Directions for this task: Write out each line below exactly as it appears.

Given data:
◆ ◆ ◆

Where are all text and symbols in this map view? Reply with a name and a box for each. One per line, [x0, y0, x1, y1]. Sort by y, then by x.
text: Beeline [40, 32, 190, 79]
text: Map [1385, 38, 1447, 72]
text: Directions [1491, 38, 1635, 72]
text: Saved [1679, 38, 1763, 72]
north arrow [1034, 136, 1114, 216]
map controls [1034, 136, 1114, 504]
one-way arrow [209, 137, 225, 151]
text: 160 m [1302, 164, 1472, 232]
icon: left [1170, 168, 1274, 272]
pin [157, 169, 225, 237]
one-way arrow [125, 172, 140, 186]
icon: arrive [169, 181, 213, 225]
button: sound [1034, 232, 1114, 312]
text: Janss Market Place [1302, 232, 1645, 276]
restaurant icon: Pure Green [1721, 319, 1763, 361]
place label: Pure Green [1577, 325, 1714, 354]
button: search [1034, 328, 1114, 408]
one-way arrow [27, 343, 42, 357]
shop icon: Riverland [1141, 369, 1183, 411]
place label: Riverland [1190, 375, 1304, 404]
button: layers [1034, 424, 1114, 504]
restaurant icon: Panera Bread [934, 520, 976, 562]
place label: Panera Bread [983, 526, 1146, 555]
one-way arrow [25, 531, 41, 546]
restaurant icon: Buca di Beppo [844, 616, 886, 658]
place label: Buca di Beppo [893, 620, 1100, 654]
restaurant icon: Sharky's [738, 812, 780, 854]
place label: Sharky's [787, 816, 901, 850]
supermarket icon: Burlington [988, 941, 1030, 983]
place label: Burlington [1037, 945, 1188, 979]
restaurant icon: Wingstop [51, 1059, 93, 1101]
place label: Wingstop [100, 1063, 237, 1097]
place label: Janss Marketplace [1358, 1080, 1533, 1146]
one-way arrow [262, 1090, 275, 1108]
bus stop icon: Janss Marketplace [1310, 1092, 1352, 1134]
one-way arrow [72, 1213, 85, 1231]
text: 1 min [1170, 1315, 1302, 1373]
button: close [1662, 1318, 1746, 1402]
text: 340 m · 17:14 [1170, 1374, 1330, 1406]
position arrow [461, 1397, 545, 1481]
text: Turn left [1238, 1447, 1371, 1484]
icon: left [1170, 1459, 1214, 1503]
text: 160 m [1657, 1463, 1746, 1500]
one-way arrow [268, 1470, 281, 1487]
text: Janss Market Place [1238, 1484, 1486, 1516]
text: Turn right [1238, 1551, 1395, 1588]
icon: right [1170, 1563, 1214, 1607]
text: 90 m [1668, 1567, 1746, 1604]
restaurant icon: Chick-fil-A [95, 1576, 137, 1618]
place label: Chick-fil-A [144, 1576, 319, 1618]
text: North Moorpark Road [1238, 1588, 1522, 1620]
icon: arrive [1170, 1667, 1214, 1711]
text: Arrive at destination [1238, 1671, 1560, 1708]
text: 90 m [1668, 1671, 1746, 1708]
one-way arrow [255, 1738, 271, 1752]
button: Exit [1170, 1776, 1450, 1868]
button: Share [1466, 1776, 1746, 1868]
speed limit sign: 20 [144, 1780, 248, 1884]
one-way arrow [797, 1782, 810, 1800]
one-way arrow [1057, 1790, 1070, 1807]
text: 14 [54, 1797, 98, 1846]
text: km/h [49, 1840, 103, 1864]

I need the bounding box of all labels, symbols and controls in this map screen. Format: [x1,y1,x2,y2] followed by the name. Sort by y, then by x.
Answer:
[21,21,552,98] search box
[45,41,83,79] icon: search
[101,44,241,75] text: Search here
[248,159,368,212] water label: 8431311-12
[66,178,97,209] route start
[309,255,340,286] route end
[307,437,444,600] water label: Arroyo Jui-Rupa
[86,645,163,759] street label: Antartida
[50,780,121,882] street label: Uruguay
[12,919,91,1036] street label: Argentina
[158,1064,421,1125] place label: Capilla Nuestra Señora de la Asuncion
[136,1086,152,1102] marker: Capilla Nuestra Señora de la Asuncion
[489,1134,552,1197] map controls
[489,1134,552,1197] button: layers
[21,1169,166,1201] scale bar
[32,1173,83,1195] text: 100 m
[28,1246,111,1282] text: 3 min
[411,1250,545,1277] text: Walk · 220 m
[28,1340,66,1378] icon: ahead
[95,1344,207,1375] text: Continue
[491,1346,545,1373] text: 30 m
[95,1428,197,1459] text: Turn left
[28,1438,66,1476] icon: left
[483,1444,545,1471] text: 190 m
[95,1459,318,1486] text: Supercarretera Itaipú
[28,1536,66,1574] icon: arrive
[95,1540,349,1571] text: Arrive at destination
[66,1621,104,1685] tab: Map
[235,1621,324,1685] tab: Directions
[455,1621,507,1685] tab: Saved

◆ ◆ ◆

Answer to the exercise:
Where are all text and symbols in this map view? Reply with a name and a box for each. One per line, [x0, y0, x1, y1]. Sort by y, then by x.
text: Beeline [40, 32, 190, 79]
text: Map [1385, 38, 1447, 72]
text: Directions [1491, 38, 1635, 72]
text: Saved [1679, 38, 1763, 72]
north arrow [1034, 136, 1114, 216]
map controls [1034, 136, 1114, 504]
one-way arrow [209, 137, 225, 151]
text: 160 m [1302, 164, 1472, 232]
icon: left [1170, 168, 1274, 272]
pin [157, 169, 225, 237]
one-way arrow [125, 172, 140, 186]
icon: arrive [169, 181, 213, 225]
button: sound [1034, 232, 1114, 312]
text: Janss Market Place [1302, 232, 1645, 276]
restaurant icon: Pure Green [1721, 319, 1763, 361]
place label: Pure Green [1577, 325, 1714, 354]
button: search [1034, 328, 1114, 408]
one-way arrow [27, 343, 42, 357]
shop icon: Riverland [1141, 369, 1183, 411]
place label: Riverland [1190, 375, 1304, 404]
button: layers [1034, 424, 1114, 504]
restaurant icon: Panera Bread [934, 520, 976, 562]
place label: Panera Bread [983, 526, 1146, 555]
one-way arrow [25, 531, 41, 546]
restaurant icon: Buca di Beppo [844, 616, 886, 658]
place label: Buca di Beppo [893, 620, 1100, 654]
restaurant icon: Sharky's [738, 812, 780, 854]
place label: Sharky's [787, 816, 901, 850]
supermarket icon: Burlington [988, 941, 1030, 983]
place label: Burlington [1037, 945, 1188, 979]
restaurant icon: Wingstop [51, 1059, 93, 1101]
place label: Wingstop [100, 1063, 237, 1097]
place label: Janss Marketplace [1358, 1080, 1533, 1146]
one-way arrow [262, 1090, 275, 1108]
bus stop icon: Janss Marketplace [1310, 1092, 1352, 1134]
one-way arrow [72, 1213, 85, 1231]
text: 1 min [1170, 1315, 1302, 1373]
button: close [1662, 1318, 1746, 1402]
text: 340 m · 17:14 [1170, 1374, 1330, 1406]
position arrow [461, 1397, 545, 1481]
text: Turn left [1238, 1447, 1371, 1484]
icon: left [1170, 1459, 1214, 1503]
text: 160 m [1657, 1463, 1746, 1500]
one-way arrow [268, 1470, 281, 1487]
text: Janss Market Place [1238, 1484, 1486, 1516]
text: Turn right [1238, 1551, 1395, 1588]
icon: right [1170, 1563, 1214, 1607]
text: 90 m [1668, 1567, 1746, 1604]
restaurant icon: Chick-fil-A [95, 1576, 137, 1618]
place label: Chick-fil-A [144, 1576, 319, 1618]
text: North Moorpark Road [1238, 1588, 1522, 1620]
icon: arrive [1170, 1667, 1214, 1711]
text: Arrive at destination [1238, 1671, 1560, 1708]
text: 90 m [1668, 1671, 1746, 1708]
one-way arrow [255, 1738, 271, 1752]
button: Exit [1170, 1776, 1450, 1868]
button: Share [1466, 1776, 1746, 1868]
speed limit sign: 20 [144, 1780, 248, 1884]
one-way arrow [797, 1782, 810, 1800]
one-way arrow [1057, 1790, 1070, 1807]
text: 14 [54, 1797, 98, 1846]
text: km/h [49, 1840, 103, 1864]

I need the bounding box of all labels, symbols and controls in this map screen. Format: [x1,y1,x2,y2] followed by the name. Sort by y, then by x.
Answer:
[21,21,552,98] search box
[45,41,83,79] icon: search
[101,44,241,75] text: Search here
[248,159,368,212] water label: 8431311-12
[66,178,97,209] route start
[309,255,340,286] route end
[307,437,444,600] water label: Arroyo Jui-Rupa
[86,645,163,759] street label: Antartida
[50,780,121,882] street label: Uruguay
[12,919,91,1036] street label: Argentina
[158,1064,421,1125] place label: Capilla Nuestra Señora de la Asuncion
[136,1086,152,1102] marker: Capilla Nuestra Señora de la Asuncion
[489,1134,552,1197] map controls
[489,1134,552,1197] button: layers
[21,1169,166,1201] scale bar
[32,1173,83,1195] text: 100 m
[28,1246,111,1282] text: 3 min
[411,1250,545,1277] text: Walk · 220 m
[28,1340,66,1378] icon: ahead
[95,1344,207,1375] text: Continue
[491,1346,545,1373] text: 30 m
[95,1428,197,1459] text: Turn left
[28,1438,66,1476] icon: left
[483,1444,545,1471] text: 190 m
[95,1459,318,1486] text: Supercarretera Itaipú
[28,1536,66,1574] icon: arrive
[95,1540,349,1571] text: Arrive at destination
[66,1621,104,1685] tab: Map
[235,1621,324,1685] tab: Directions
[455,1621,507,1685] tab: Saved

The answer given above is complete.